WORK TASK>
Go through the material below and state how many lines include "linecap", giving the number only.

THE RECORDS>
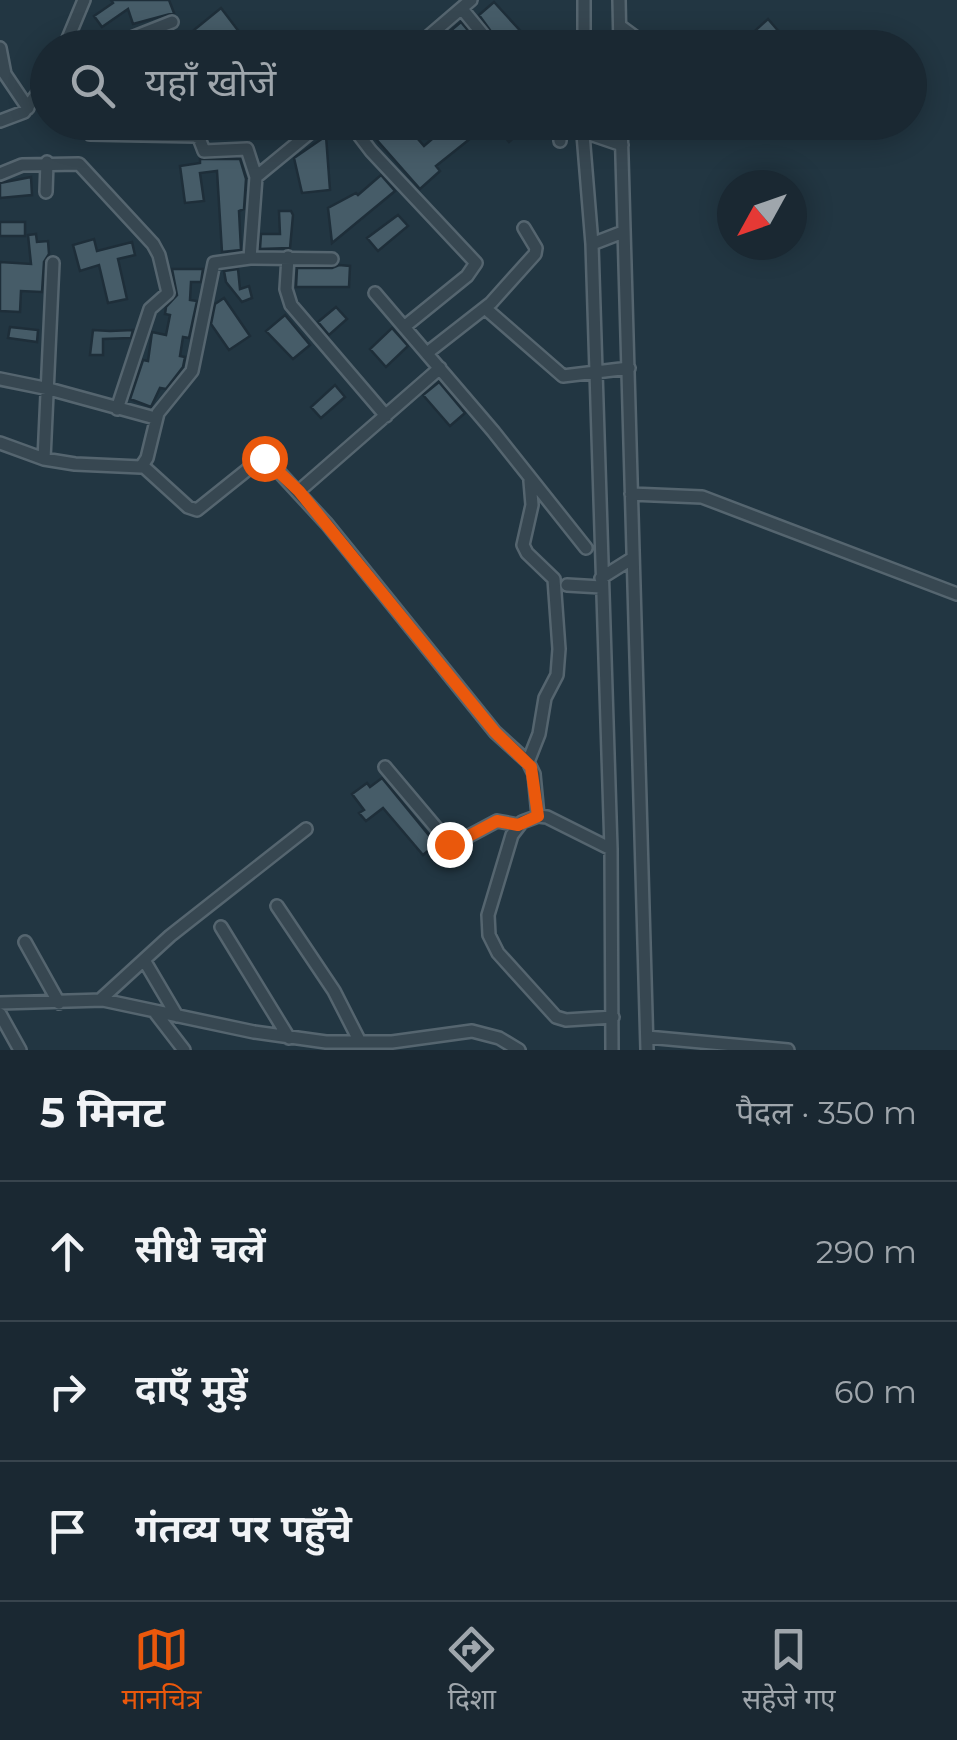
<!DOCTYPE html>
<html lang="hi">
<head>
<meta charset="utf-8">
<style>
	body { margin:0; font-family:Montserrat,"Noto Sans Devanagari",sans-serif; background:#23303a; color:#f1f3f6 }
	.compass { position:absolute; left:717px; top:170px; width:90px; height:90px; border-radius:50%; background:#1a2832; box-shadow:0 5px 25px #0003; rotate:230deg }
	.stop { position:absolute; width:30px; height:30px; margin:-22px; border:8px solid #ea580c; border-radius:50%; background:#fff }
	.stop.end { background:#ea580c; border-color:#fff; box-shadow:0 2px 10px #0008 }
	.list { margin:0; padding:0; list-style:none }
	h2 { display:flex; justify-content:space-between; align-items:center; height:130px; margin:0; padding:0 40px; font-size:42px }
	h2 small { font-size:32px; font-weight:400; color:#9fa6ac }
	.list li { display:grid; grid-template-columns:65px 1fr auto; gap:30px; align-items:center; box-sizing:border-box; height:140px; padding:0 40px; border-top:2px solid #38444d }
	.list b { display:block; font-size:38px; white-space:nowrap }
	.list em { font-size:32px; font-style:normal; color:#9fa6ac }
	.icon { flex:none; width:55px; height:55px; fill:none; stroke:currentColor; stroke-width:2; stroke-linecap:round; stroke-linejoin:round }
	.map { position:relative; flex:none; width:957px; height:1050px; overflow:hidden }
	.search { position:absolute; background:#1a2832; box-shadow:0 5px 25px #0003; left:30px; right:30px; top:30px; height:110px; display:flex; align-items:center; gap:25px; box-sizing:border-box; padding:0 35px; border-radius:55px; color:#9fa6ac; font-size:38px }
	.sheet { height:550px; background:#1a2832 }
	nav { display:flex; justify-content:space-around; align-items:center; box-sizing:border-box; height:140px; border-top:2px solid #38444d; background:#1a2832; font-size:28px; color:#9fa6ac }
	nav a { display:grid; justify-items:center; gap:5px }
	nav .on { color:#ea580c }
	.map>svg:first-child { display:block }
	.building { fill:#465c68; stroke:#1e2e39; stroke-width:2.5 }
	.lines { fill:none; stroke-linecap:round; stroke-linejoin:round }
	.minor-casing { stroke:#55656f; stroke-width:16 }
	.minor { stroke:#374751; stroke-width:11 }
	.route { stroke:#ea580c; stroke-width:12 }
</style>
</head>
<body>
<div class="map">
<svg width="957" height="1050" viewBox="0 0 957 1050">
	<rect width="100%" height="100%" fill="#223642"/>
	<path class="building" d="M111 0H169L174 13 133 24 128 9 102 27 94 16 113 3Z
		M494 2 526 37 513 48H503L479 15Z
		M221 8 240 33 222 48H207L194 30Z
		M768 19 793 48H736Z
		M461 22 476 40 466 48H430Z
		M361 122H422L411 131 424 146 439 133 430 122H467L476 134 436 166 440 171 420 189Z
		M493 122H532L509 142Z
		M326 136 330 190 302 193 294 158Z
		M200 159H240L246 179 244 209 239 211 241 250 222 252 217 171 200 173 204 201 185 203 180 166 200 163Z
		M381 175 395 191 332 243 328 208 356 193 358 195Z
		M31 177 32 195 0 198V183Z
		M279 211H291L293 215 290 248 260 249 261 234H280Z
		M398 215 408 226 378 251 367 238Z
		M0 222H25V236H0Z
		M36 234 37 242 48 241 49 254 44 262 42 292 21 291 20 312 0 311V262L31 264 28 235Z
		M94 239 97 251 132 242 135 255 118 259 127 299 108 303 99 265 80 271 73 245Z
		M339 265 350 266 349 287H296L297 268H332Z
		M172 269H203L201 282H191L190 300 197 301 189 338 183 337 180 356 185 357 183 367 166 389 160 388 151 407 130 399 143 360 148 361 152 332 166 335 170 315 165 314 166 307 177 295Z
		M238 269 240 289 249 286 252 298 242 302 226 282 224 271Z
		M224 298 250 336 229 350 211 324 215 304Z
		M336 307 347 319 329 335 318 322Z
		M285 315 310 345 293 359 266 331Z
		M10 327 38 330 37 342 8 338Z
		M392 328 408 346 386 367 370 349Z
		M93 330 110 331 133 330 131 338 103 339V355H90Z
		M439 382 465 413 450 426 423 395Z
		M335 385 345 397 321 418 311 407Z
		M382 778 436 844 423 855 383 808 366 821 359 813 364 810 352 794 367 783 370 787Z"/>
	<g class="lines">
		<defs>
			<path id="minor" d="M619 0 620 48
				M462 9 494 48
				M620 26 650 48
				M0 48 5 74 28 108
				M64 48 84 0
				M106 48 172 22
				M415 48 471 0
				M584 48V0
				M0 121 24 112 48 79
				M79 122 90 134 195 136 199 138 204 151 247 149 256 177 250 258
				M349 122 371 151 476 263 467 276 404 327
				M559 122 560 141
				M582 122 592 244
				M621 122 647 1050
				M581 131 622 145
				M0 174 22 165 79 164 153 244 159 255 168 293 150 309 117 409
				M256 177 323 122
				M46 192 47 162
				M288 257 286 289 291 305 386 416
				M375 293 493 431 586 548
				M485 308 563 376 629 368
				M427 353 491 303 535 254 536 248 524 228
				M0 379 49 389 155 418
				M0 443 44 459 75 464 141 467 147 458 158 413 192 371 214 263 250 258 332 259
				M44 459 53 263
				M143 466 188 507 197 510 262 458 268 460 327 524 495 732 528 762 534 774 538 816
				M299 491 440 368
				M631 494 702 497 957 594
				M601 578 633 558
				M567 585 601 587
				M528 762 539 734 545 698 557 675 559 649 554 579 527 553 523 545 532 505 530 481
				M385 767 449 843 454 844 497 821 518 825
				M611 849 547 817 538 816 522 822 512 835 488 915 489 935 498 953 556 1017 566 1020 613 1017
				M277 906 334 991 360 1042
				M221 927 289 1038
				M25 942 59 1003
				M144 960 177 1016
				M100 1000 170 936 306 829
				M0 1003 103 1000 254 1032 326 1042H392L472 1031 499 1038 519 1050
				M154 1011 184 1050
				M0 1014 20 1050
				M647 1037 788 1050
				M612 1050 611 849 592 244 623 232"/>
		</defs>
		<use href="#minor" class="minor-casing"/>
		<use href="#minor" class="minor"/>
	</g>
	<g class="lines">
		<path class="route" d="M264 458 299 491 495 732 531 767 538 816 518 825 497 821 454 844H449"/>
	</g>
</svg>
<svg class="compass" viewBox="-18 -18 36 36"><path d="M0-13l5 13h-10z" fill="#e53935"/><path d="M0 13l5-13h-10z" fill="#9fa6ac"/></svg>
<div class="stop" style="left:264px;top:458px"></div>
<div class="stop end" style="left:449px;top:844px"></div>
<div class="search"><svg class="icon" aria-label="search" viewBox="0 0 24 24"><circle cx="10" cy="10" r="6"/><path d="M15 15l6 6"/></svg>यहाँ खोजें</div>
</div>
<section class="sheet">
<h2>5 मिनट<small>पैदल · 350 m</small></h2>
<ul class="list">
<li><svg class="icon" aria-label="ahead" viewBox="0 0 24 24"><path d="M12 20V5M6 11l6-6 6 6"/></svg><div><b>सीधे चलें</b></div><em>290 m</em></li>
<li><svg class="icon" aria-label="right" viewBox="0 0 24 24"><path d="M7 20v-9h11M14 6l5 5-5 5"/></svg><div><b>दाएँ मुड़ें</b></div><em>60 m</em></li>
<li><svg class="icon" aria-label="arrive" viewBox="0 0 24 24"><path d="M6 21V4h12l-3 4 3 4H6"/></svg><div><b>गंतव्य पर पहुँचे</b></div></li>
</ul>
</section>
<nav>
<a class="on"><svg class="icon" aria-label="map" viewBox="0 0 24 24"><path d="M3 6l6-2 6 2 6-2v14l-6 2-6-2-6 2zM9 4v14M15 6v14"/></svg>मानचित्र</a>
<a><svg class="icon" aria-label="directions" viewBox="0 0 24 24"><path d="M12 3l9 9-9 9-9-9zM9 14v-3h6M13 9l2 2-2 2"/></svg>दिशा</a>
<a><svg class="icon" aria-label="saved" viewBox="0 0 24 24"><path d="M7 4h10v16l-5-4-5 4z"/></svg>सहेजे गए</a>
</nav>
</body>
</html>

ANSWER SECTION>
2